Although due to resign early next year, Sir Ronnie now faces his most difficult moment, accused of 'flawed judgement' over the Omagh bomb inquiry.

He is "damaged goods" to one community, "impartial and professional" to some in the other.

Such is the gulf between unionists and nationalists in their view of the head of policing in Northern Ireland.

Sir Ronnie Flanagan, 52, has been a police officer for 31 years.

As chief constable for the old RUC since 1996 and of the PSNI since November of this year, he is now well established as the public face of policing and used to the way views about the police of a divided community twist and turn.

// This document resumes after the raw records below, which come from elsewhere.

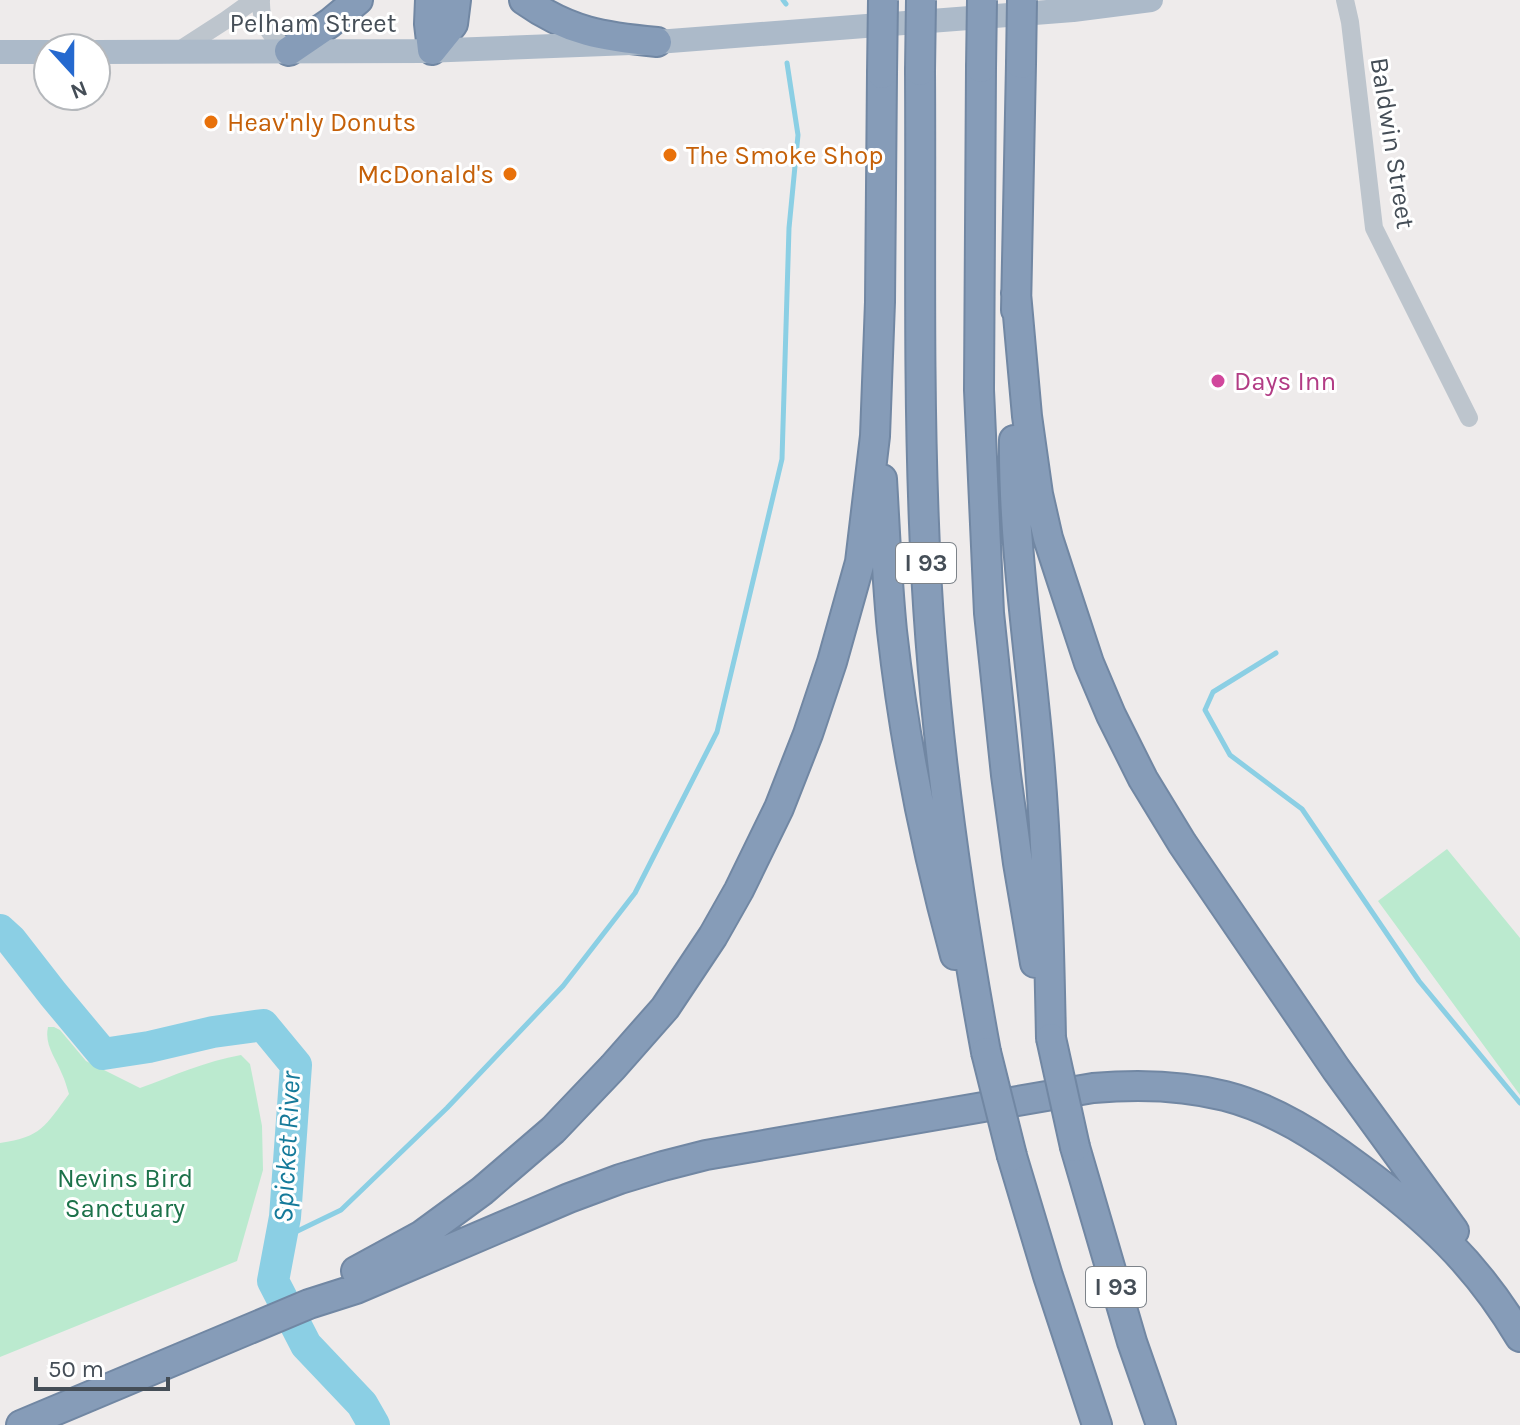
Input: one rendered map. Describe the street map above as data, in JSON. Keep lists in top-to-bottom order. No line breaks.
{"streets":{"highway":["I 93"],"main road":["Pelham Street"],"street":["Baldwin Street"]},"water":["Spicket River"],"parks":["Nevins Bird Sanctuary"],"places":["Heav'nly Donuts","The Smoke Shop","McDonald's","Days Inn"],"scale_bar":"50 m","north":"bottom"}
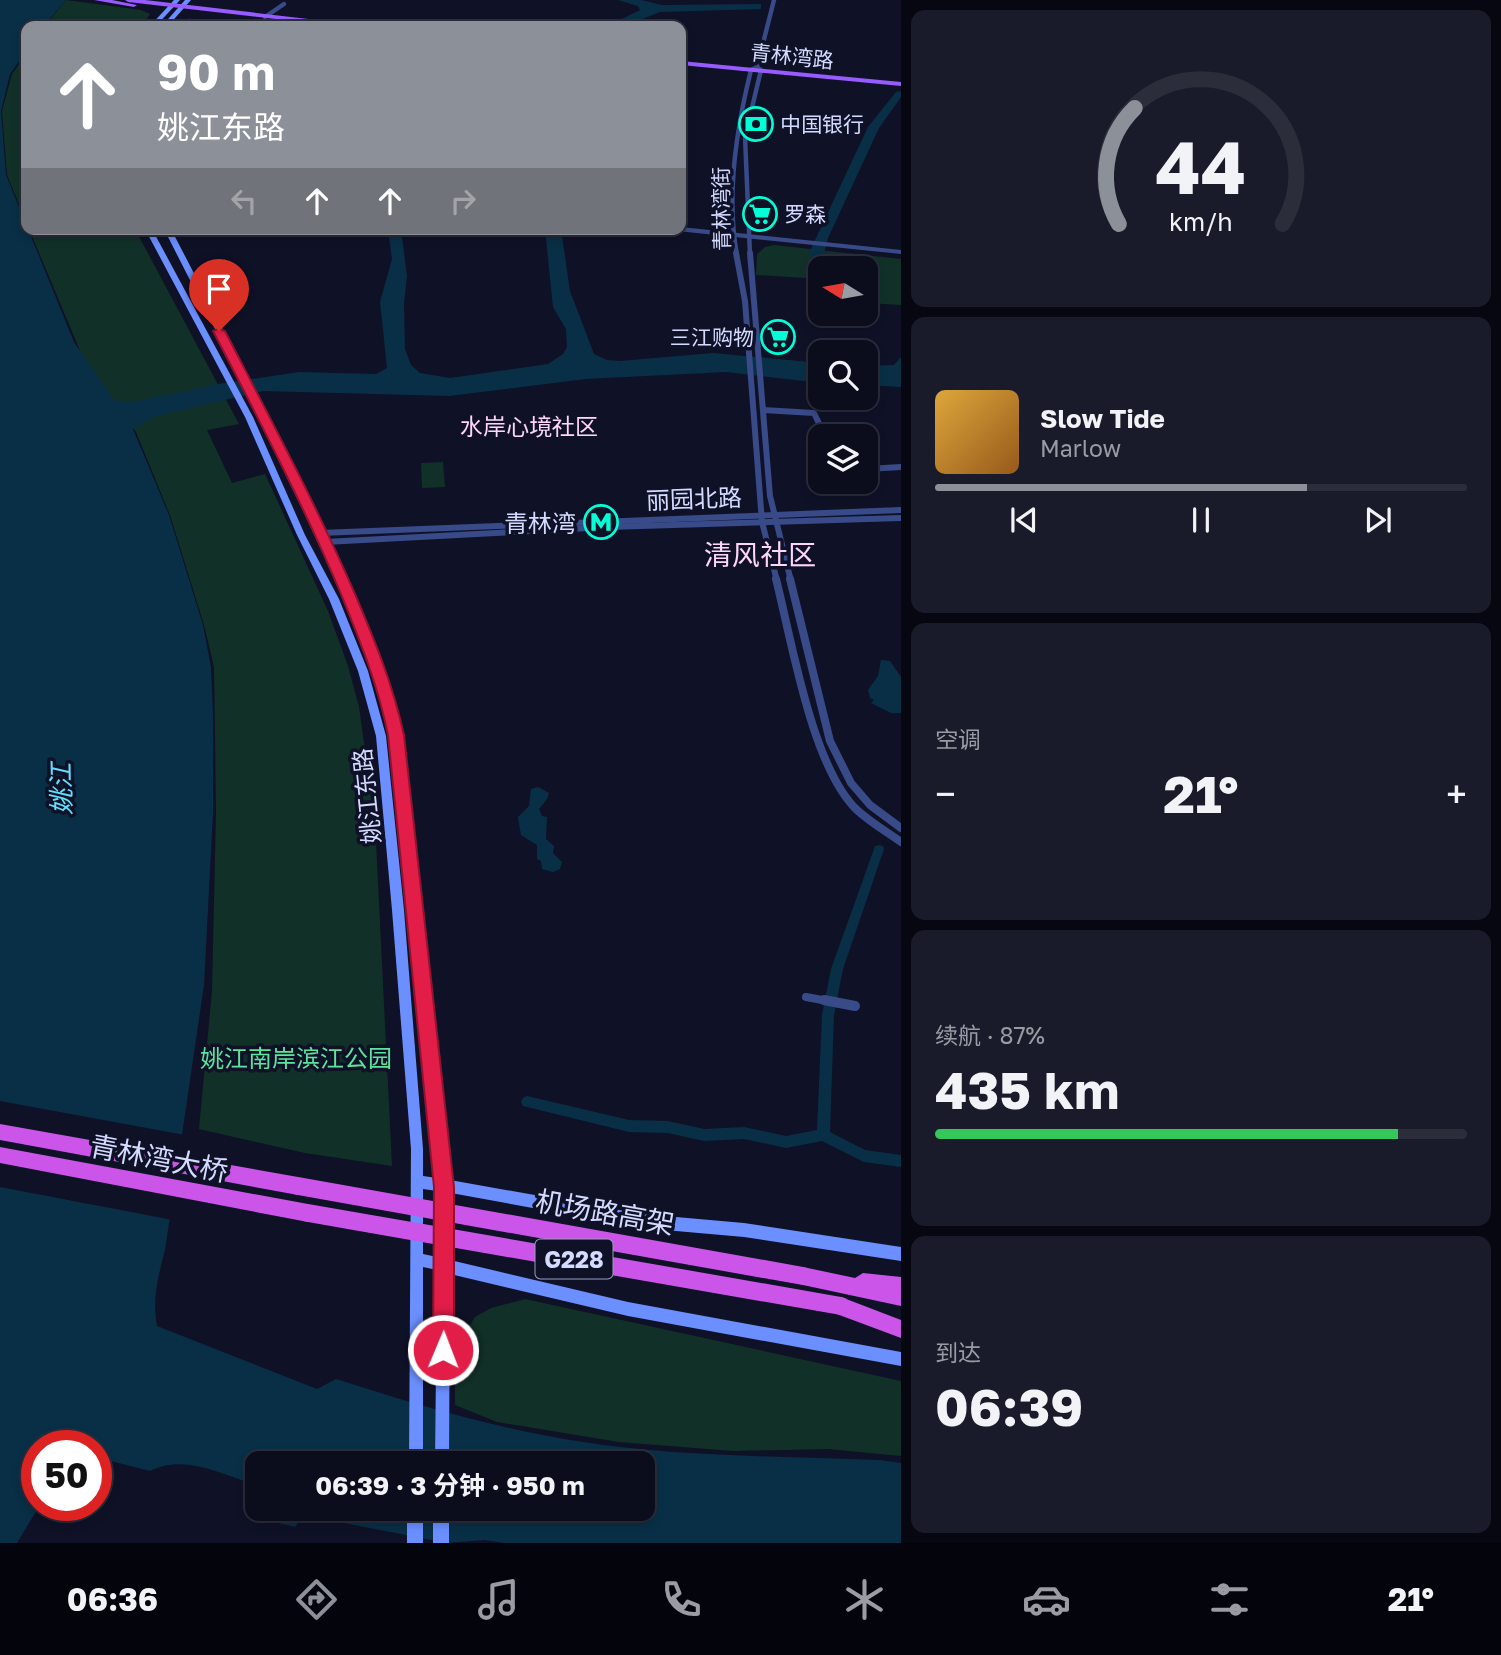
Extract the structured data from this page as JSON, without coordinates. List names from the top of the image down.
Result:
{
  "streets": {
    "highway": ["青林湾大桥", "机场路高架", "G228"],
    "main road": ["青林湾路", "姚江东路"],
    "street": ["青林湾街", "丽园北路"]
  },
  "crossings": [
    ["青林湾路", "青林湾街"],
    ["青林湾街", "丽园北路"],
    ["丽园北路", "姚江东路"],
    ["青林湾大桥", "机场路高架"]
  ],
  "districts": ["水岸心境社区", "清风社区"],
  "water": ["姚江"],
  "parks": ["姚江南岸滨江公园"],
  "places": {
    "bank": ["中国银行"],
    "supermarket": ["罗森", "三江购物"],
    "metro station": ["青林湾"]
  },
  "north": "left",
  "page": {
    "turn": ["90 m", "姚江东路"],
    "song": ["Slow Tide", "Marlow"],
    "tile": [
      "空调",
      ["续航 · 87%", "435 km"],
      ["到达", "06:39"]
    ],
    "heat": ["−", "21°", "+"],
    "limit": "50",
    "trip": "06:39 · 3 分钟 · 950 m",
    "tabs": ["06:36", "21°"],
    "gauge": ["44", "km/h"]
  }
}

I understand the feelings of my members because I share those feelings

Sir Ronnie Flanagan

In October, he said the change of the name of the force to the PSNI would cause "great hurt" to officers.

"I understand the feelings of my members because I share those feelings," he said.

He added that he was not convinced that the changes to the RUC title would attract more Catholics into the force and bring about the acceptance of Northern Ireland's police force by the nationalist community that Chris Patten's report promised.

"If we are to endure this great hurt proposed then I hope the gains envisaged are demonstrable and achievable."

The Patten Report was published in 1999 and was one of the main elements of the Good Friday Agreement peace accord.

'Incentive'

In the same year, Sir Ronnie acknowledged the awarding of the George Cross to the RUC.

He said: "It is the most momentous recognition of past achievement and the most immense incentive to us all now and in future to continue to provide the highest quality police service to all our people in Northern Ireland."

Sir Ronnie joined the RUC in 1970 and six years later had been promoted to the rank of inspector.

Twenty years into his policing career he was a chief superintendent and had moved to the Police Staff College at Bramshill as director of the Intermediate Command Course and then the Senior Command Course, designed to prepare selected officers for chief officer rank.

Knighthood

He achieved this rank himself in 1992 when promoted to assistant chief constable.

He was the RUC's senior commander in Belfast in 1993 at the time of the Shankill bomb and in a period when the city experienced some of the worst violence for many years.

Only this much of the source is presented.